Task to carry out => Filtering the records below, copy only those lines that include the word "type".

= Beginning of Section =

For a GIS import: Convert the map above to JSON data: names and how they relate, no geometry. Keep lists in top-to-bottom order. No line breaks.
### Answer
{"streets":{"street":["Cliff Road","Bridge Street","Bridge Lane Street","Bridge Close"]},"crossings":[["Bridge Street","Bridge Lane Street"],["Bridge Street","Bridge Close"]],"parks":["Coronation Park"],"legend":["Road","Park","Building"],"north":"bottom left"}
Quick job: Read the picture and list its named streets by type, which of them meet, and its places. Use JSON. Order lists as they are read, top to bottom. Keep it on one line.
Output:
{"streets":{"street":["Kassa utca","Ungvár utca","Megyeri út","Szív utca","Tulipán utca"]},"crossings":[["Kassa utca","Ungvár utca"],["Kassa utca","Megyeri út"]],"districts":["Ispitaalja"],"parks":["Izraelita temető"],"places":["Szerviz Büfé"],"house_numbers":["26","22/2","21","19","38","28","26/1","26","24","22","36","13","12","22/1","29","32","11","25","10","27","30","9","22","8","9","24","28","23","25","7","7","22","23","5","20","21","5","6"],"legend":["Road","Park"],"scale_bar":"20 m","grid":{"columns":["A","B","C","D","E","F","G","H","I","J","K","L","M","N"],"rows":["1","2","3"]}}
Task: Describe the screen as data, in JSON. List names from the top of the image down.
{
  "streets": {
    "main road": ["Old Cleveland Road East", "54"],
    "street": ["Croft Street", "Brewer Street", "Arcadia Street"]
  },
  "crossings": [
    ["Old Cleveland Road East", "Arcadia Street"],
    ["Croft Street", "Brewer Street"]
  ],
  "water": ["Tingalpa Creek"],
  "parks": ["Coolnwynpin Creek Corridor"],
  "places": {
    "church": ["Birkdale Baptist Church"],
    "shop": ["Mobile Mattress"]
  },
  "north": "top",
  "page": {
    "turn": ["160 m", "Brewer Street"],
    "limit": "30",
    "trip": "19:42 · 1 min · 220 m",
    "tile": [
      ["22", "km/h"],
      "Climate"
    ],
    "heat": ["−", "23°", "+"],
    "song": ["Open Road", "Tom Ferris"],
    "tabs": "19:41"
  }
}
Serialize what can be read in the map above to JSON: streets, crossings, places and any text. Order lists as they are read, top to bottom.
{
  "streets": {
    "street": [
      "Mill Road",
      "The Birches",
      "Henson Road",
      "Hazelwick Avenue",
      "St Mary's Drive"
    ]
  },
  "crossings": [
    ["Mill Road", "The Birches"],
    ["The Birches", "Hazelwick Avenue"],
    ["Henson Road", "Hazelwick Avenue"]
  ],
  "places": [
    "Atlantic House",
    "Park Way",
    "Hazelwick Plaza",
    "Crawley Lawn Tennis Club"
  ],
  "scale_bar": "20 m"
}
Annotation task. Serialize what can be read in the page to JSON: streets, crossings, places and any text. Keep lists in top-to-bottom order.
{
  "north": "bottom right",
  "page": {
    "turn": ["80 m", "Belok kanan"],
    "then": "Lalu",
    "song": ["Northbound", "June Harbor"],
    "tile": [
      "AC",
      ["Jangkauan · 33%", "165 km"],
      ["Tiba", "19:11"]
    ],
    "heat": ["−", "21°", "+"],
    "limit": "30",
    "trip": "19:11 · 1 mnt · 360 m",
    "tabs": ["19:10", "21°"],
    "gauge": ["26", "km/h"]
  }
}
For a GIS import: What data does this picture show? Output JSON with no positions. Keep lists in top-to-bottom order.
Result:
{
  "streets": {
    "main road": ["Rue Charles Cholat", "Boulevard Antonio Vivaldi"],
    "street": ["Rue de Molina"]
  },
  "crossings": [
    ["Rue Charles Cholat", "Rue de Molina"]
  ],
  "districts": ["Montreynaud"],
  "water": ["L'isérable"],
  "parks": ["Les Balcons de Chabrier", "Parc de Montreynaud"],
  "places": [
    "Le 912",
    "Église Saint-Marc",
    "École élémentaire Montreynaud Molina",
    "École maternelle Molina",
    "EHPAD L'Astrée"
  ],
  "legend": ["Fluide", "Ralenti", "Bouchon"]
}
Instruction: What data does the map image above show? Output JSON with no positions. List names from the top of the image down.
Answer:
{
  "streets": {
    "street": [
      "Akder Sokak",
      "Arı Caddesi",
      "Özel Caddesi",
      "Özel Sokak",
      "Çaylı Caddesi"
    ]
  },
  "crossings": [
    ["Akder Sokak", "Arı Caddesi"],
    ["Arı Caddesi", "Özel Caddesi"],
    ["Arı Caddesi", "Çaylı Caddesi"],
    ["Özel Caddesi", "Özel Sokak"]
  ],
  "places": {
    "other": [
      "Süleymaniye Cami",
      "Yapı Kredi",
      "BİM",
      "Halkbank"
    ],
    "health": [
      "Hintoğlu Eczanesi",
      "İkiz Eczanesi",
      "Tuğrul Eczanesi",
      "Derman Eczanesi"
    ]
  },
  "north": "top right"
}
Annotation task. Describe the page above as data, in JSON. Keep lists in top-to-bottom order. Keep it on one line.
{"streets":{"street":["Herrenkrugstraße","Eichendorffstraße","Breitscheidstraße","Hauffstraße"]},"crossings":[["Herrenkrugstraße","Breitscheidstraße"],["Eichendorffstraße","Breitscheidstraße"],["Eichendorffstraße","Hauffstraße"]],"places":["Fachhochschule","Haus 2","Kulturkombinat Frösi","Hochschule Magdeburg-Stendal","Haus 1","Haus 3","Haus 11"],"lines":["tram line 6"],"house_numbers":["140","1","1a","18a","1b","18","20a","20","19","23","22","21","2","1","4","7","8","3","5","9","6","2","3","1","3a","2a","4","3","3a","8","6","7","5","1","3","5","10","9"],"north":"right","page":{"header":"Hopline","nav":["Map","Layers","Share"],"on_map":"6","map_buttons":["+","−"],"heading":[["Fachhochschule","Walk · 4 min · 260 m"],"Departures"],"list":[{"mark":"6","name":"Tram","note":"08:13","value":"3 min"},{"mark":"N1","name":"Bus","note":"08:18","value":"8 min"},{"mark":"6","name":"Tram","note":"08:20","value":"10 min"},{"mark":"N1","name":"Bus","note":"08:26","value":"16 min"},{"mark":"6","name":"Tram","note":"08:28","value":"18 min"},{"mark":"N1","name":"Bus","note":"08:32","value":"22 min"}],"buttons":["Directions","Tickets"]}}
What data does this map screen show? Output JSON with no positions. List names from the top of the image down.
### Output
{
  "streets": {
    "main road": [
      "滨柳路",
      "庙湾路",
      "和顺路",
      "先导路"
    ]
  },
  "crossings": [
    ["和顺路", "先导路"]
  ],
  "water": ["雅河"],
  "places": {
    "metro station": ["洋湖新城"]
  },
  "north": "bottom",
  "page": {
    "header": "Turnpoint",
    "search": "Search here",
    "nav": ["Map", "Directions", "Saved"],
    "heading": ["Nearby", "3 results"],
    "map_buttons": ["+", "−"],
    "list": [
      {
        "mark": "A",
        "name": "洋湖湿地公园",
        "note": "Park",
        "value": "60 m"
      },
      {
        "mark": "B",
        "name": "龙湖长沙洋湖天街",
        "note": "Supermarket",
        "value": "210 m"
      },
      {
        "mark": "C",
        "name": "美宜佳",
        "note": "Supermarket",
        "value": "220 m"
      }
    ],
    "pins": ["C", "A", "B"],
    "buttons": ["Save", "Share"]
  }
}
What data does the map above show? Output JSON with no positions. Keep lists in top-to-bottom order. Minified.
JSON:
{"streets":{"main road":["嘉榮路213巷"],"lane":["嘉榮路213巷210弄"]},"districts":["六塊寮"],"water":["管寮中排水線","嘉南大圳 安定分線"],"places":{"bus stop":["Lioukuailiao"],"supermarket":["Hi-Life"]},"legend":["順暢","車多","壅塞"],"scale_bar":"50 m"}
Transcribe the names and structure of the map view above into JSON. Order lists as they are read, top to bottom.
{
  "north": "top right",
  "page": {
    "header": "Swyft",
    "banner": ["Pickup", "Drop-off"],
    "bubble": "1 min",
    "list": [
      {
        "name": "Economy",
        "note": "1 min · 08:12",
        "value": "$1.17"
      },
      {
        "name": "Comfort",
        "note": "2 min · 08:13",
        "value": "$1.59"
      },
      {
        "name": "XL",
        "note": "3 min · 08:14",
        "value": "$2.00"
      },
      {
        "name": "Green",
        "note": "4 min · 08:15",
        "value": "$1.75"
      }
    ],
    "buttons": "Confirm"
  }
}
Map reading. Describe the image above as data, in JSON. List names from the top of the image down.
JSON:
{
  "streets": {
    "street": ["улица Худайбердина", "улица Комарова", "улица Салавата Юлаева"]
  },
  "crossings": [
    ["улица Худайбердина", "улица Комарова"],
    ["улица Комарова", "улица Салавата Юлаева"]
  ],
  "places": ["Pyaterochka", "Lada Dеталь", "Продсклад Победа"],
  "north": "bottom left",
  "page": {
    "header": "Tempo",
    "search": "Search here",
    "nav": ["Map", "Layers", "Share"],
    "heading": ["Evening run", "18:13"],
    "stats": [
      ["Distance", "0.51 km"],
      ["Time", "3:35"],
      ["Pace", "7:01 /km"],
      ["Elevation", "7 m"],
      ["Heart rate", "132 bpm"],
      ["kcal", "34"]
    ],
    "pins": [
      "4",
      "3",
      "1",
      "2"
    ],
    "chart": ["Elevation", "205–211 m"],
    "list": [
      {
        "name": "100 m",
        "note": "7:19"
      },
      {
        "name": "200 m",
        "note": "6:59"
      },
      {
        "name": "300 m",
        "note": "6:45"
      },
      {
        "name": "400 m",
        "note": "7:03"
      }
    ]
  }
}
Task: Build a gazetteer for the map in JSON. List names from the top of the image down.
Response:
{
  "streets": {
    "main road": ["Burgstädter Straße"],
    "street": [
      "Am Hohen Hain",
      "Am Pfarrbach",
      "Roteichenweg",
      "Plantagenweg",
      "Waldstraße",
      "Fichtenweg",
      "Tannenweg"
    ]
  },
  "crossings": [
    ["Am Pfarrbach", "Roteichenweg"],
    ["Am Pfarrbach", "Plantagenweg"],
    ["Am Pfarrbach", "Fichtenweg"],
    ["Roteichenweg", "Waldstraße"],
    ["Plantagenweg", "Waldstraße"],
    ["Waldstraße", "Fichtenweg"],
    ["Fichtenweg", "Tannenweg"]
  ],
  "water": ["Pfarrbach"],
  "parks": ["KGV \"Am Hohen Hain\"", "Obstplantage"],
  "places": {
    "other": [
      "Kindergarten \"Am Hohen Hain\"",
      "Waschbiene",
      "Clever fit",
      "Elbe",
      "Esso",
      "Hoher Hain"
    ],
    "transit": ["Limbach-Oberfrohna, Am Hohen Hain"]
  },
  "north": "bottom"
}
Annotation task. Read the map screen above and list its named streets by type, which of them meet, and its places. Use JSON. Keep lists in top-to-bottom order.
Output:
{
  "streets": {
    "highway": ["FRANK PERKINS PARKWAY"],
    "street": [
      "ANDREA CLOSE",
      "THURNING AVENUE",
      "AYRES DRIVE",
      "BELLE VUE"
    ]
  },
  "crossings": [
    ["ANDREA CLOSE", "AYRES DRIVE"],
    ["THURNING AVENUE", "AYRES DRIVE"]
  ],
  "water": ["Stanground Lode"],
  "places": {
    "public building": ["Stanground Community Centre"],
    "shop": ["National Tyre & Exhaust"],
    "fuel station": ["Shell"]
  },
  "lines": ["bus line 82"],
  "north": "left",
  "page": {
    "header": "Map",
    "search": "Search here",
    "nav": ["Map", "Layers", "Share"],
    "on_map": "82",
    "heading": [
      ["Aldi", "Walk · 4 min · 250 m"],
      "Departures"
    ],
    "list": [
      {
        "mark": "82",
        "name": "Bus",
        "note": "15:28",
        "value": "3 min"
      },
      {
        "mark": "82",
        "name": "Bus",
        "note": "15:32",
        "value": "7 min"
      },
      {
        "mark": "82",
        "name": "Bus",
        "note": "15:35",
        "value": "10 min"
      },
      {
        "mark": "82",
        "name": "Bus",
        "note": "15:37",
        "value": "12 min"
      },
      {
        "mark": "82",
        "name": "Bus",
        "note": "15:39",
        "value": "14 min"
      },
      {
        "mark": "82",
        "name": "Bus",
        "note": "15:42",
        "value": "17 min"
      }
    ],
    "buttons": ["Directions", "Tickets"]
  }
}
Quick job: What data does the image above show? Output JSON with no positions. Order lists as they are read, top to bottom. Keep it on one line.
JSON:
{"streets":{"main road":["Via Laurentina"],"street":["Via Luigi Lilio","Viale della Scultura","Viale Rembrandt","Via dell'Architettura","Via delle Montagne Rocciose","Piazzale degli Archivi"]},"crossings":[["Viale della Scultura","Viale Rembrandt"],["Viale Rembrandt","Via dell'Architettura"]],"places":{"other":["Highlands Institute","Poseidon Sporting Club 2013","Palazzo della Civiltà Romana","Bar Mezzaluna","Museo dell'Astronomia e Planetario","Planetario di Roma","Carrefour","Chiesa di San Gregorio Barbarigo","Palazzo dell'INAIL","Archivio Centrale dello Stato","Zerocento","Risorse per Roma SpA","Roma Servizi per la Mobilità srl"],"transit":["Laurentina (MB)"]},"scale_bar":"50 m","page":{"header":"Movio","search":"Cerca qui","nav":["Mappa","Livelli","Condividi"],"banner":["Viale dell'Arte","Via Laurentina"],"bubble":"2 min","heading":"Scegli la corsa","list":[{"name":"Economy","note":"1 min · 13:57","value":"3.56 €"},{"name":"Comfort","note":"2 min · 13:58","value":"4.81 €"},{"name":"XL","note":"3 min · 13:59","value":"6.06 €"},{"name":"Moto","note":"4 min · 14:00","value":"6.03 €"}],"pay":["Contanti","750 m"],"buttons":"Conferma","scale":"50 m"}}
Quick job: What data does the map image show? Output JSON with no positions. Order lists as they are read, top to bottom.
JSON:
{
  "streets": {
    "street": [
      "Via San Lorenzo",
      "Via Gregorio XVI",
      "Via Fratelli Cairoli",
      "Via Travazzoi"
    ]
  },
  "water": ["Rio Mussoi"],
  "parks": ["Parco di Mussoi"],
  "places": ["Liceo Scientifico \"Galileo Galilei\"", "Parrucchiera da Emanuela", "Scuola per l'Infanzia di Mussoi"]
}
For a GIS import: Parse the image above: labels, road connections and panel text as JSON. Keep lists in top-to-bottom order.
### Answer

= End of Section =

Answer to this problem =>
Quick job: Read the picture and list its named streets by type, which of them meet, and its places. Use JSON. Order lists as they are read, top to bottom. Keep it on one line.
Annotation task. Read the map screen above and list its named streets by type, which of them meet, and its places. Use JSON. Keep lists in top-to-bottom order.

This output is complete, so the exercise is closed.